Published by Crave Entertainment on December 14, 1999, Asteroids Hyper 64 is the Nintendo 64 port of Asteroids. The game's graphics were upgraded to 3D, with both the ship and asteroids receiving polygon models along static backgrounds, and it was supplemented with weapons and a multiplayer mode. IGN writer Matt Casamassina was pleased that the gameplay was faithful to the original but felt the minor additions and constant "repetition" was not enough to make the port "warrant a $50 purchase." He was disappointed about the lack of music and found the sound effects to be of poor quality.

In 2001, Infogrames released Atari Anniversary Edition for the Sega Dreamcast, PlayStation, and PC compatibles. Developed by Digital Eclipse, it included emulated versions of Asteroids and other old Atari games. Jeff Gerstmann of Gamespot criticized the Dreamcast version for its limitations, such as the presentation of vector graphics on a low resolution television set, which obscures the copyright text in Asteroids. The arcade and Atari 2600 versions of Asteroids, along with Asteroids Deluxe, were included in Atari Anthology for both Xbox and PlayStation 2.
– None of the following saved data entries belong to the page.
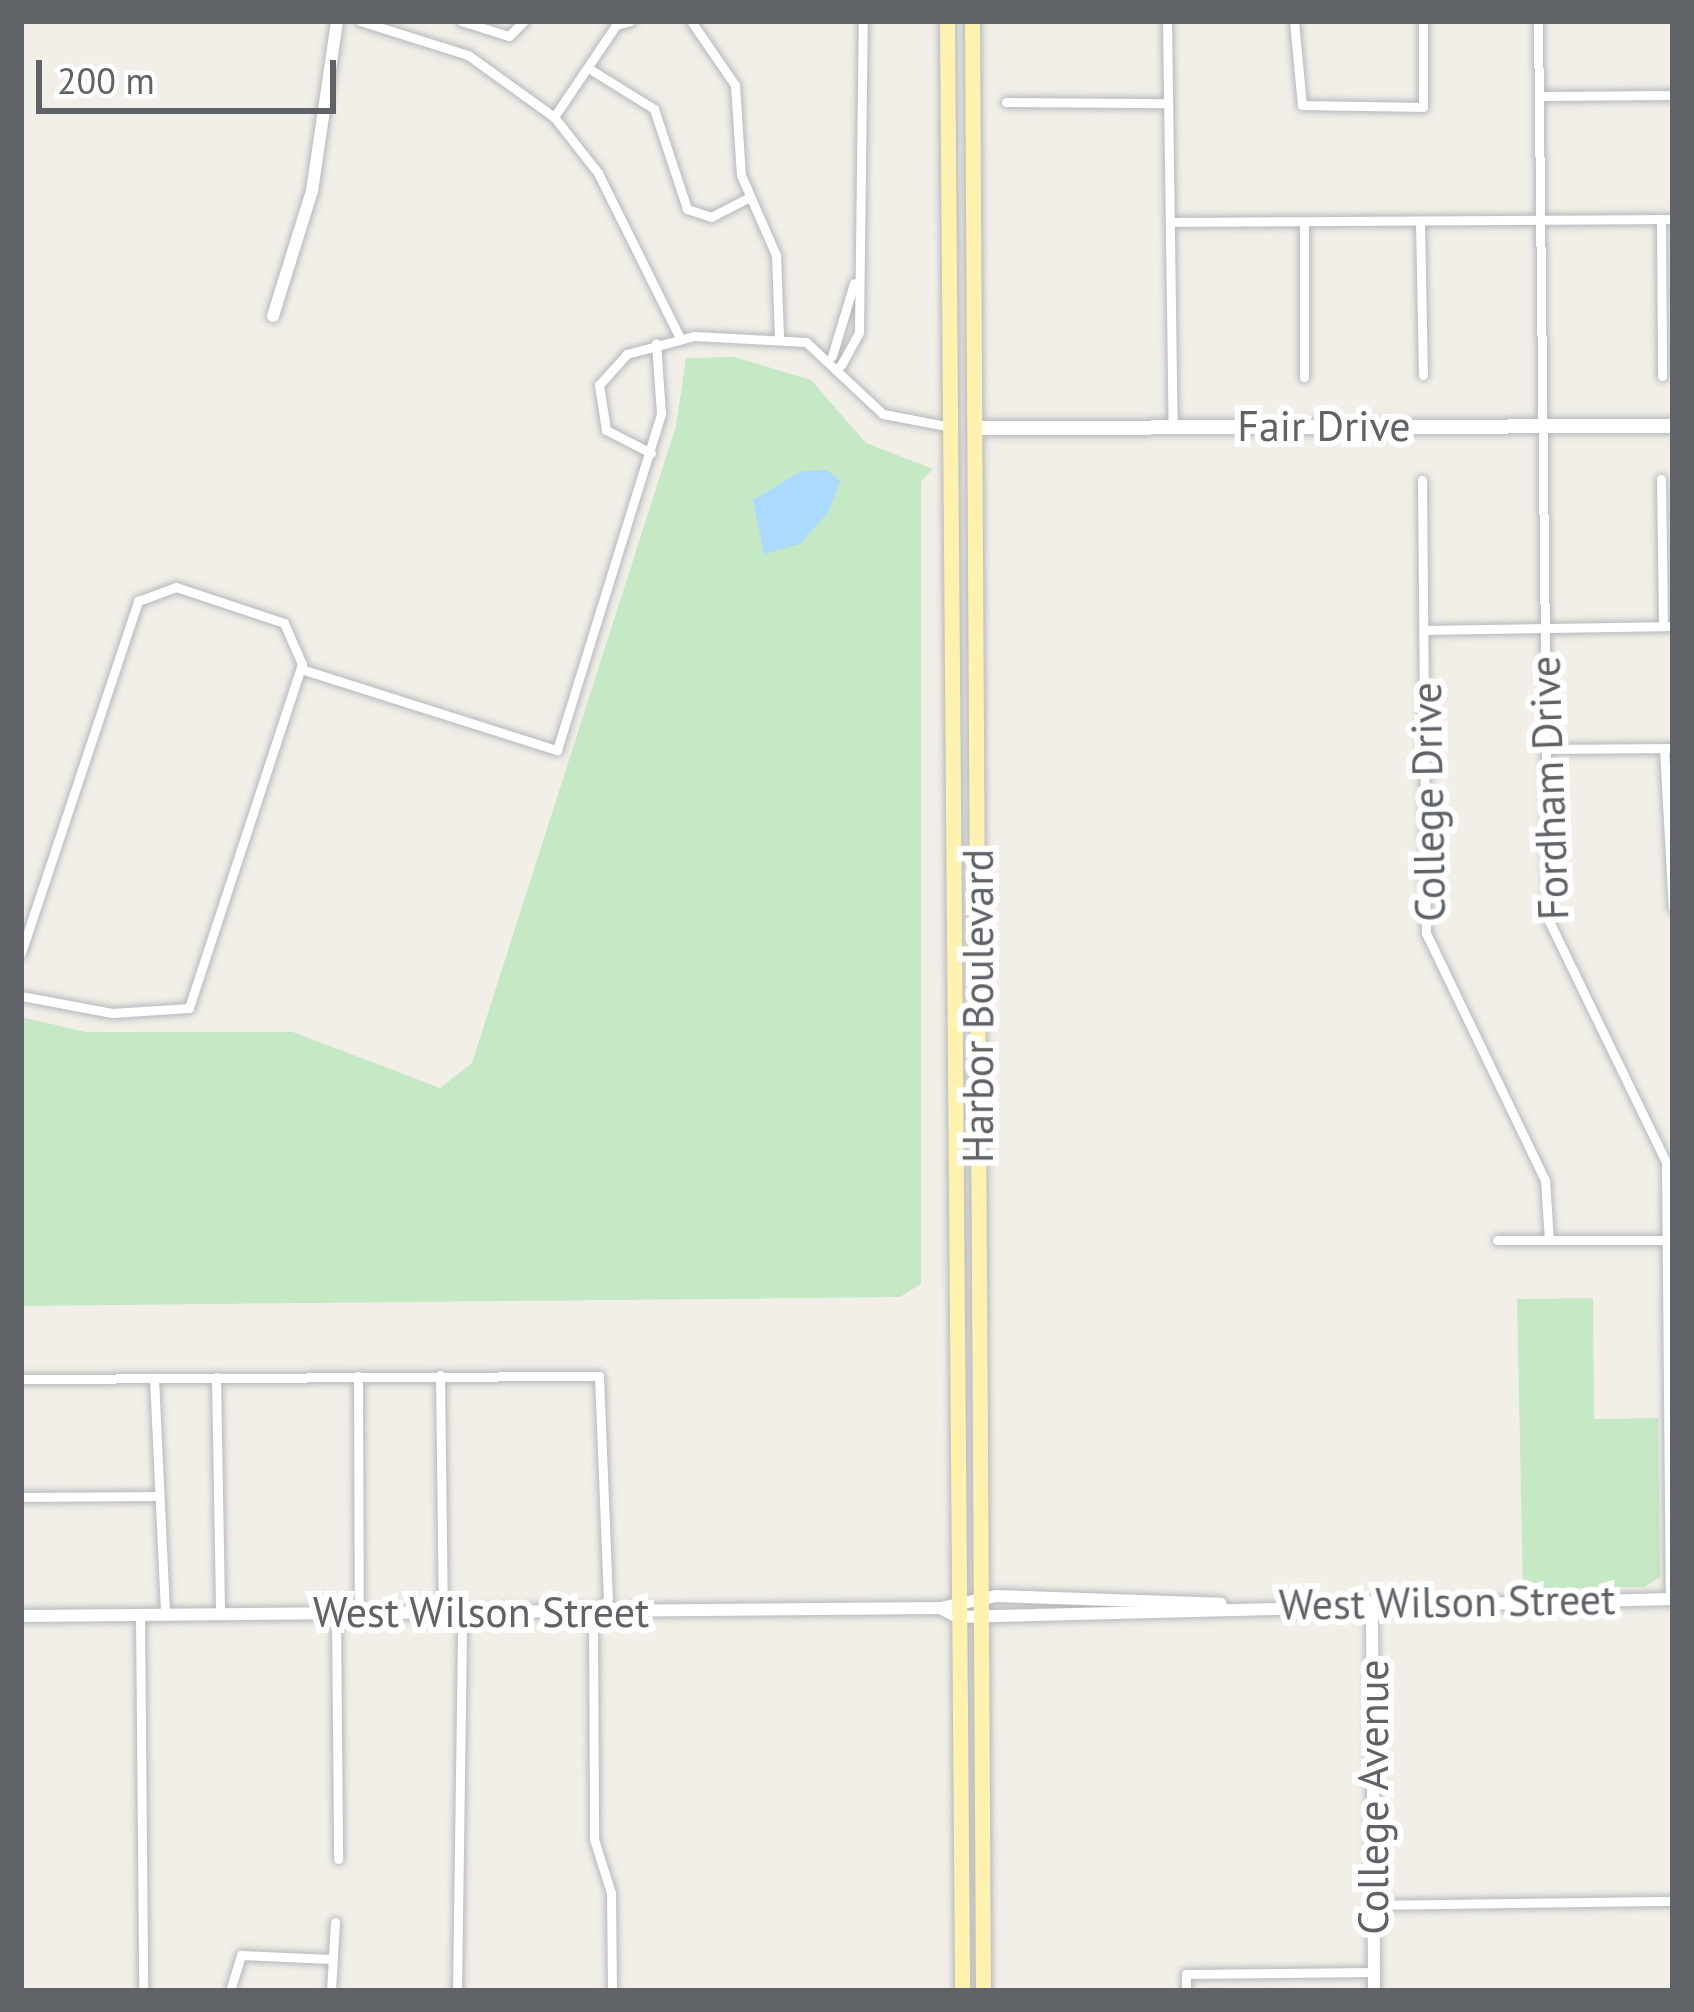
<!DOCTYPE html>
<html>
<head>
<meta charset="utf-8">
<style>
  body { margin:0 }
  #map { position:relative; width:1694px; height:2012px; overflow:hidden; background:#f1efe8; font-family:"PT Sans",sans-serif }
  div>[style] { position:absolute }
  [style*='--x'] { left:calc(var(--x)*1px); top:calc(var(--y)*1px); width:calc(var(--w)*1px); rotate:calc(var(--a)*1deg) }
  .green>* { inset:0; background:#c5e8c5 }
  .water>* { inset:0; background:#aadaff }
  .roads { filter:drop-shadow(0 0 3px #b5b8bc) drop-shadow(0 0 3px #b5b8bc) }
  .minor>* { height:9px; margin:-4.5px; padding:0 4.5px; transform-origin:4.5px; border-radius:4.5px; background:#fff }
  .tertiary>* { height:12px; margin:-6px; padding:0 6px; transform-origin:6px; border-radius:6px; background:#fff }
  .secondary>* { height:14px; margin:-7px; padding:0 7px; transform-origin:7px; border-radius:7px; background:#fff }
  .primary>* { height:15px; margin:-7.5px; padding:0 7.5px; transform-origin:7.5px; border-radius:7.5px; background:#fff2af }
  span { translate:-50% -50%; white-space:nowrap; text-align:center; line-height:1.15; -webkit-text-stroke:12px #fff; paint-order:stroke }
  .street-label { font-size:42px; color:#5f6368 }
  .frame { position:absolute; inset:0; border:24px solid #5f6368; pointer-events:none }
  .scale { position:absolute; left:36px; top:60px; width:300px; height:54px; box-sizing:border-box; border:6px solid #5f6368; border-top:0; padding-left:15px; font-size:36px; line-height:42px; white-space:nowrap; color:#5f6368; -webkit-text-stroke:9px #fff; paint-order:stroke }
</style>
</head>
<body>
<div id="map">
  <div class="green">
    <i style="clip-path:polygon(734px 357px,811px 380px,866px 443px,933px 469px,921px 481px,921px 1284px,900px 1297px,21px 1306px,21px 1017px,86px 1032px,293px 1032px,440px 1088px,472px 1063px,676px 426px,686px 358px)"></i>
    <i style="clip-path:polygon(1593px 1298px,1594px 1419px,1658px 1418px,1660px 1577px,1644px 1587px,1523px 1589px,1517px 1299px)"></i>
  </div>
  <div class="water">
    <i style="clip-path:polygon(827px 470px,840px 481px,829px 511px,800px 544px,764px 554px,753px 500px,802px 471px)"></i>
  </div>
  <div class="roads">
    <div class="minor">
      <i style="--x:360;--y:21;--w:113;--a:17.5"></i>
      <i style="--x:468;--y:55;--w:106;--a:35.8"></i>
      <i style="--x:554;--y:117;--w:71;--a:51.8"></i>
      <i style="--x:598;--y:173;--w:184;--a:63.6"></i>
      <i style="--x:461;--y:21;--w:50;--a:17.4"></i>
      <i style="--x:509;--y:36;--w:21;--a:-45"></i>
      <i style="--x:691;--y:21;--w:78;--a:55.5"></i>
      <i style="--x:735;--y:85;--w:90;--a:86.2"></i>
      <i style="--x:741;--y:175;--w:87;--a:66.4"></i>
      <i style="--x:776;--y:255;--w:82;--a:87.9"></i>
      <i style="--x:1167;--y:21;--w:405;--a:89.2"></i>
      <i style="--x:1294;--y:21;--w:84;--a:84.6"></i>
      <i style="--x:1302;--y:105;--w:121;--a:0.9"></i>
      <i style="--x:1423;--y:107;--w:86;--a:-90"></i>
      <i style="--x:1538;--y:21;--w:898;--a:89.36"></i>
      <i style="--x:1548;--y:919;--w:270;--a:64.1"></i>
      <i style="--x:1666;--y:1162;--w:437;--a:89.5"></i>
      <i style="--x:593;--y:71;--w:72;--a:31.9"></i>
      <i style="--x:654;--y:109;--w:105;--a:71.7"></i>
      <i style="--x:687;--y:209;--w:25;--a:18"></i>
      <i style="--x:711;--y:217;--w:42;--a:-27.2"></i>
      <i style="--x:1539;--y:96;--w:134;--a:-0.4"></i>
      <i style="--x:1006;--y:102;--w:162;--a:0.4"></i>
      <i style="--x:554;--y:117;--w:111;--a:-56"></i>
      <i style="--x:616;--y:25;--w:15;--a:-16"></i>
      <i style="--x:1661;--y:219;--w:157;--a:89.6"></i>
      <i style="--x:1420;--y:221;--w:154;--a:88.9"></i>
      <i style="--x:1170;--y:222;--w:503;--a:-0.34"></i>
      <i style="--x:832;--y:356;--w:76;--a:-73.2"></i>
      <i style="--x:841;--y:365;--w:38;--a:-61"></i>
      <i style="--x:859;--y:332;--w:311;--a:-89.3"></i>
      <i style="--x:1304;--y:377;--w:155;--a:-90"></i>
      <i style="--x:651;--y:453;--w:51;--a:-152.9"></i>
      <i style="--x:606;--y:430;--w:46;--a:-98.8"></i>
      <i style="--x:599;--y:385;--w:42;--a:-47.9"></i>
      <i style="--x:627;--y:354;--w:69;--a:-15"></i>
      <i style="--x:694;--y:336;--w:112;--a:3.1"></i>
      <i style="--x:806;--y:342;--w:105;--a:43.1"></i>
      <i style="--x:883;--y:414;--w:69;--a:10.8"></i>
      <i style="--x:1661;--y:479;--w:147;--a:89.2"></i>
      <i style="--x:1422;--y:480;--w:453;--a:89.5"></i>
      <i style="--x:1426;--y:933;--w:274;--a:64.3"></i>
      <i style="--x:1545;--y:1180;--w:60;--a:86.2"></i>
      <i style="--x:1425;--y:630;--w:248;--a:-0.9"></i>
      <i style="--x:301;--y:669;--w:269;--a:17.6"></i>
      <i style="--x:557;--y:750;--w:353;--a:-72.8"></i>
      <i style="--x:661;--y:413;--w:70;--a:-94.1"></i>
      <i style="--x:1545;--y:749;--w:128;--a:-0.4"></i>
      <i style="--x:1664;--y:749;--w:159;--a:86.8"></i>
      <i style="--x:21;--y:953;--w:371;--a:-71.6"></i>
      <i style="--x:138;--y:601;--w:40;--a:-20.2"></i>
      <i style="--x:176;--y:587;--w:114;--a:18.4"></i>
      <i style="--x:284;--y:623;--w:45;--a:66.3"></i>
      <i style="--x:302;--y:664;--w:362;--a:108.2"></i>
      <i style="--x:189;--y:1008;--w:77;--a:176.3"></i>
      <i style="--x:112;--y:1013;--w:93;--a:-169.4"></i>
      <i style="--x:1497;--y:1240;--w:171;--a:0"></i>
      <i style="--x:440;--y:1375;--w:237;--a:89.3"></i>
      <i style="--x:358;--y:1376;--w:237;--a:89.8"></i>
      <i style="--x:216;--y:1377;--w:237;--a:89"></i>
      <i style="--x:154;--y:1378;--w:237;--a:87.3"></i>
      <i style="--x:21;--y:1379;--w:578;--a:-0.3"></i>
      <i style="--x:599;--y:1376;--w:222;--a:87.7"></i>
      <i style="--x:608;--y:1598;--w:29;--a:121"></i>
      <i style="--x:593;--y:1623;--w:216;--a:89.7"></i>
      <i style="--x:594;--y:1839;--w:57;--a:72.5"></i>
      <i style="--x:611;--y:1893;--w:98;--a:89.4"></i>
      <i style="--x:21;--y:1497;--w:134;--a:-0.4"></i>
      <i style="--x:336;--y:1613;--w:246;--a:89.5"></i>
      <i style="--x:140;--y:1615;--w:376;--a:89.5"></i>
      <i style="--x:1373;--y:1905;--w:300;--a:-0.8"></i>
      <i style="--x:230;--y:1991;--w:38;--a:-73"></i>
      <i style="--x:241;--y:1955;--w:90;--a:2.5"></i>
      <i style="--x:331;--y:1991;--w:69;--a:-86.7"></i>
      <i style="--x:457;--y:1991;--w:379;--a:-89.2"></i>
      <i style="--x:1186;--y:1991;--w:17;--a:-90"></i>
      <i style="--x:1186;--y:1974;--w:188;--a:-0.6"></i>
    </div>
    <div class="tertiary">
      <i style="--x:273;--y:316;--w:131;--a:-72.7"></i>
      <i style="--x:312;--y:191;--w:172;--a:-81.6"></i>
      <i style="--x:1372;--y:1602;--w:389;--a:89.7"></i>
      <i style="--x:940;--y:1608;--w:57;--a:-12.1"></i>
      <i style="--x:996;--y:1596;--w:225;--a:2"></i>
      <i style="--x:21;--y:1616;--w:919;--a:-0.5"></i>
      <i style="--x:940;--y:1608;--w:20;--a:27"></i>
      <i style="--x:958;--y:1617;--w:715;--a:-1.44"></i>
    </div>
    <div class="secondary">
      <i style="--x:975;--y:428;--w:698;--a:-0.16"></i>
    </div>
    <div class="primary">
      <i style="--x:947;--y:21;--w:1970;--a:89.56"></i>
      <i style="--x:972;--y:21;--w:1970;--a:89.68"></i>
    </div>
  </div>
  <div class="street-label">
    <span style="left:1324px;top:426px">Fair Drive</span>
    <span style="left:1549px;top:788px;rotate:-92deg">Fordham Drive</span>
    <span style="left:1428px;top:802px;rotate:-91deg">College Drive</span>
    <span style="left:978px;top:1006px;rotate:-90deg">Harbor Boulevard</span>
    <span style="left:1447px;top:1602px;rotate:-1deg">West Wilson Street</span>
    <span style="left:481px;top:1612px">West Wilson Street</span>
    <span style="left:1373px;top:1797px;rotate:-90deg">College Avenue</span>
  </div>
  <div class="frame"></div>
  <div class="scale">200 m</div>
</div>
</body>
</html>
Asteroids was released via Xbox Live Arcade for the Xbox 360 on November 28, 2007, with an option for special revamped HD graphics and a high-speed "throttle monkey" mode. Both Asteroids in its arcade and 2600 versions and Asteroids Deluxe were ported to Microsoft's Game Room download service in 2010. The arcade version was also ported to the Windows Phone platform on February 23, 2011. Glu Mobile released an mobile phone port of the game with supplementary features as well as the original arcade version.

Asteroids was included on Atari Greatest Hits Volume 1 for the Nintendo DS. Craig Harris, writing for IGN, noticed that the Nintendo DS's small screen can not properly display details of games with vector graphics.

Highest score

On November 13, 1982, 15 year old Scott Safran of Cherry Hill, New Jersey, set a world record of 41,336,440 points on the arcade game Asteroids. He beat the 40,101,910 point score set by Leo Daniels of Carolina Beach on February 6, 1982. To congratulate Safran on his accomplishment, the Twin Galaxies Intergalactic Scoreboard searched for him for four years until 2002, when it was discovered that he had died in an accident in 1989. In a ceremony in Philadelphia on April 27, 2002, Walter Day of Twin Galaxies presented an award to the surviving members of Safran's family, commemorating the Asteroid Champion's achievement.

On April 6, 2010, John McAllister set a preliminary record score of 41,338,740 after 58 hours, streamed live over the Internet, breaking the record set by Scott Safran 27 years earlier.